Kiefer / Van Gogh, Royal Academy review - a pairing of opposites | reviews, news & interviews
Kiefer / Van Gogh, Royal Academy review - a pairing of opposites
Kiefer / Van Gogh, Royal Academy review - a pairing of opposites
Small scale intensity meets large scale melodrama

When he was a callow youth of 18, German artist Anselm Keifer got a travel grant to follow in the footsteps of his idol, Vincent van Gogh. Some sixty years later, work by the two artists has been brought together at the Royal Academy in a show that highlights Van Gogh’s influence on his acolyte and invites you to compare and contrast.
In the intervening years, Keifer has gained a huge international reputation with gargantuan paintings, sculptures and installations. His obsession with Van Gogh led him, in 1992, to move to the south of France where he transformed a former silk factory and the surrounding 40 hectare estate into a vast art installation.
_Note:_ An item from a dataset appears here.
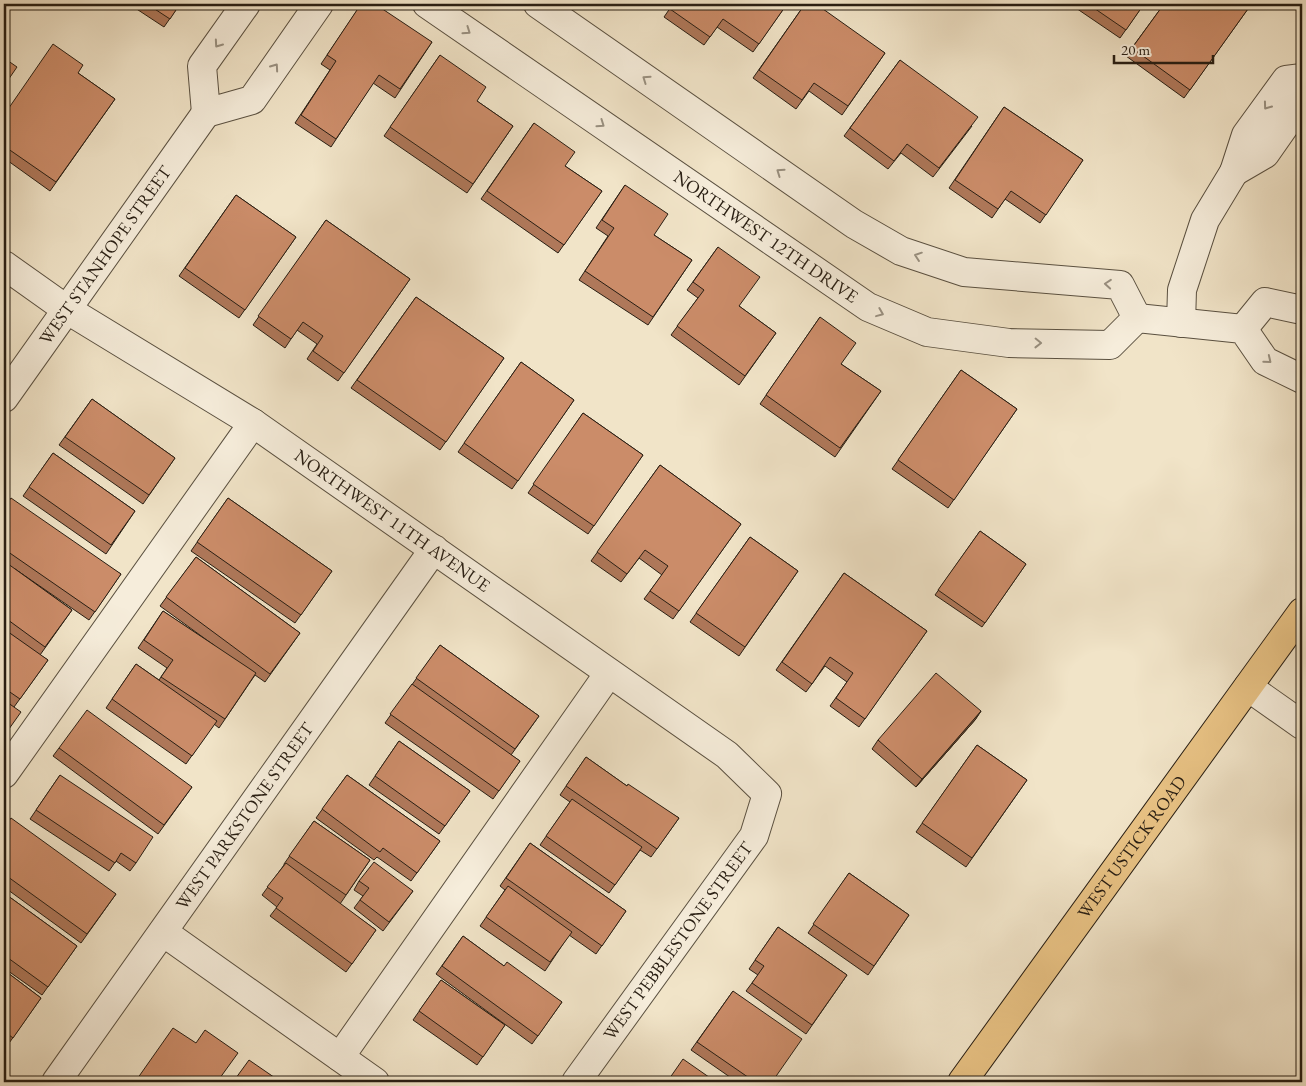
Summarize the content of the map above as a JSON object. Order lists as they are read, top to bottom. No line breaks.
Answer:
{"streets":{"main road":["WEST USTICK ROAD"],"street":["NORTHWEST 12TH DRIVE","WEST STANHOPE STREET","NORTHWEST 11TH AVENUE","WEST PARKSTONE STREET","WEST PEBBLESTONE STREET"]},"crossings":[["WEST STANHOPE STREET","NORTHWEST 11TH AVENUE"],["NORTHWEST 11TH AVENUE","WEST PARKSTONE STREET"],["NORTHWEST 11TH AVENUE","WEST PEBBLESTONE STREET"]],"scale_bar":"20 m"}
He is like the Wagner of visual arts – nearly everything is on a vast scale. And people tend to love or loathe the scope of his ambition, seeing it as either deeply meaningful or pretentiously overblown. This show may well flip you from one camp to the other.Keifer tries to match Van Gogh’s level of intensity by upping the ante. Take his version of Van Gogh’s The Starry Night, 1889, for example (main picture). Glued onto an enormous canvas, swathes of straw are wound into an eye-shaped swirl that imitates the cosmic turbulence of the original. Straw blobs stand in for stars and, perhaps aware that straw does not conjure the radiance of starlight or evoke a heightened sense of ecstasy, Keifer adds some gold leaf to the mix. Whereas van Gogh evokes a world made unstable by ecstatic inner turmoil, Keifer’s remix is about as poetic as a cow pat flung into the sky. Earthiness can also be a strength, though. In the same gallery hangs The Last Load (Das letzte Fuder), 2019 (pictured above). A loan sheaf of corn stands sentinel over dark furrows devoid of any trace of life. The sky is black and the horizon line is so high it feels as if your nose is pressed into the lifeless soil. It’s a scene of devastation and, because Kiefer allows space for one’s own interpretation, it is also very moving.Named after the Greek gods of love and death, Eros and Thanatos, 2013-19, addresses the twin forces that govern existence. This time, though, Kiefer hammers home the message by attaching the kind of scythe once used by farmers for harvesting grain and by the Grim Reaper for gleaning souls to an expanse of empty furrows gleaming only with gold leaf. And the result is dreadful kitsch.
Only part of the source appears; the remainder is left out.